Whether it's globalization or education, the French do things their own way

Last spring, while the rest of the world was clamouring over America’s right to defy the United Nations, Montreal authors Jean-Benoît Nadeau and Julie Barlow were busy unravelling the many idiosyncrasies of the French in their book Sixty Million Frenchmen Can’t Be Wrong: Why We Love France, But Not the French (Sourcebooks, May 2003). Their basic lesson: whether it’s globalization or education, the French do things their own way.

 

Americans assume France is basically the same as the States—people just speak a different language. This, the authors argue, is the first and most important mistake. Without a sense of otherness or dislocation, American travellers to France are less prepared for differences than they would be in non-Western places like Japan, China or Africa.

 

Yet the disparities are surprising. Unlike the United States, where development can be characterized as “out with the old, in with the new,” France’s sense of its own glorious past has inspired it to build the new around the old. According to Nadeau and Barlow, the majority of French citizens are aboriginal to the land. In French history, the Indians won—not the cowboys—and went on to develop the Concorde and their own space program. In France, culture is ethnicity. Citizens maintain a strong connection to their land and their food.

 

Language occupies a similarly disparate position in the two cultures. Eloquence is at the centre of French rhetoric, and widespread respect for linguistic expertise raises the practice of oratory to an art form.

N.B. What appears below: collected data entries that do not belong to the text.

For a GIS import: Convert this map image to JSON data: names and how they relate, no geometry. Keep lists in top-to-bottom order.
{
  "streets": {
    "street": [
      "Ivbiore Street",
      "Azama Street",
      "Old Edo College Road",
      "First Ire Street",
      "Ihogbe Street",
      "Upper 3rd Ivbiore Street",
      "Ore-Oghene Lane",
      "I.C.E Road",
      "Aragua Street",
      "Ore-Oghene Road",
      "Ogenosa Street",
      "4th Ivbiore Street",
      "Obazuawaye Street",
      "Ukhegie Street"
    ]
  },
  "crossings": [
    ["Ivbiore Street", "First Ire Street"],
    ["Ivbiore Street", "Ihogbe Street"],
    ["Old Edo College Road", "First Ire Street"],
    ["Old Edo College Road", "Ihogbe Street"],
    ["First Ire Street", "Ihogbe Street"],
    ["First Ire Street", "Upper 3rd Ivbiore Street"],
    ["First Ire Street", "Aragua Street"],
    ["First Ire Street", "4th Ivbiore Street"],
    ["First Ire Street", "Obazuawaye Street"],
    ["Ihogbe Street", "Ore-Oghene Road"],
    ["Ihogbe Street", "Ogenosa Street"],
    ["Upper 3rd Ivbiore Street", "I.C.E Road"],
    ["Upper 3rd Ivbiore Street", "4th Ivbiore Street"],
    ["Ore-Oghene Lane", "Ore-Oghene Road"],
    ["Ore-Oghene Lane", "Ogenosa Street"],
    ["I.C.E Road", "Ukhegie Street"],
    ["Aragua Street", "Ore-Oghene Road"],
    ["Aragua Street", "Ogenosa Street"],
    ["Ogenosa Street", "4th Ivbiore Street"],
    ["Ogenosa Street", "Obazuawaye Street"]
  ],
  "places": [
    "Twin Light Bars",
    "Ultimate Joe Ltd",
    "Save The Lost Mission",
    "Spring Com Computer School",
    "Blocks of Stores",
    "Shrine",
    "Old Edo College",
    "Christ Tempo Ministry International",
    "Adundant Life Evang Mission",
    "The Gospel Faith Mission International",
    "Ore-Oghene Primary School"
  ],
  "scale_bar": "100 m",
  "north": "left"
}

For Americans, bad English is still English, and better than anything else. For the French, near-perfect French is still never quite good enough—and poor French is almost worse than speaking English.

 

War in France is a touchy subject. The country still seems in denial about its half-hearted resistance to Germany during World War II. (What do you call 100,000 French men with their hands up? The army.) In addition, the French have only recently acknowledged that their “law and order” operation against Muslim nationalists in Algeria was in fact a war. Ironically, it’s this very history that has helped shape the French position on Iraq. Americans, it can be argued, are in a similar state of denial about “Operation Iraqi Freedom.”

 

Perceptions of government also diverge at the most basic level. The French see the state as a benevolent and helpful entity that safeguards the country’s prosperity and security. Americans, on the other hand, tend to distrust centralized authority and many perceive the federal government as at best incompetent and at worst corrupt and tyrannical. Americans have their constitution; the French have l’état.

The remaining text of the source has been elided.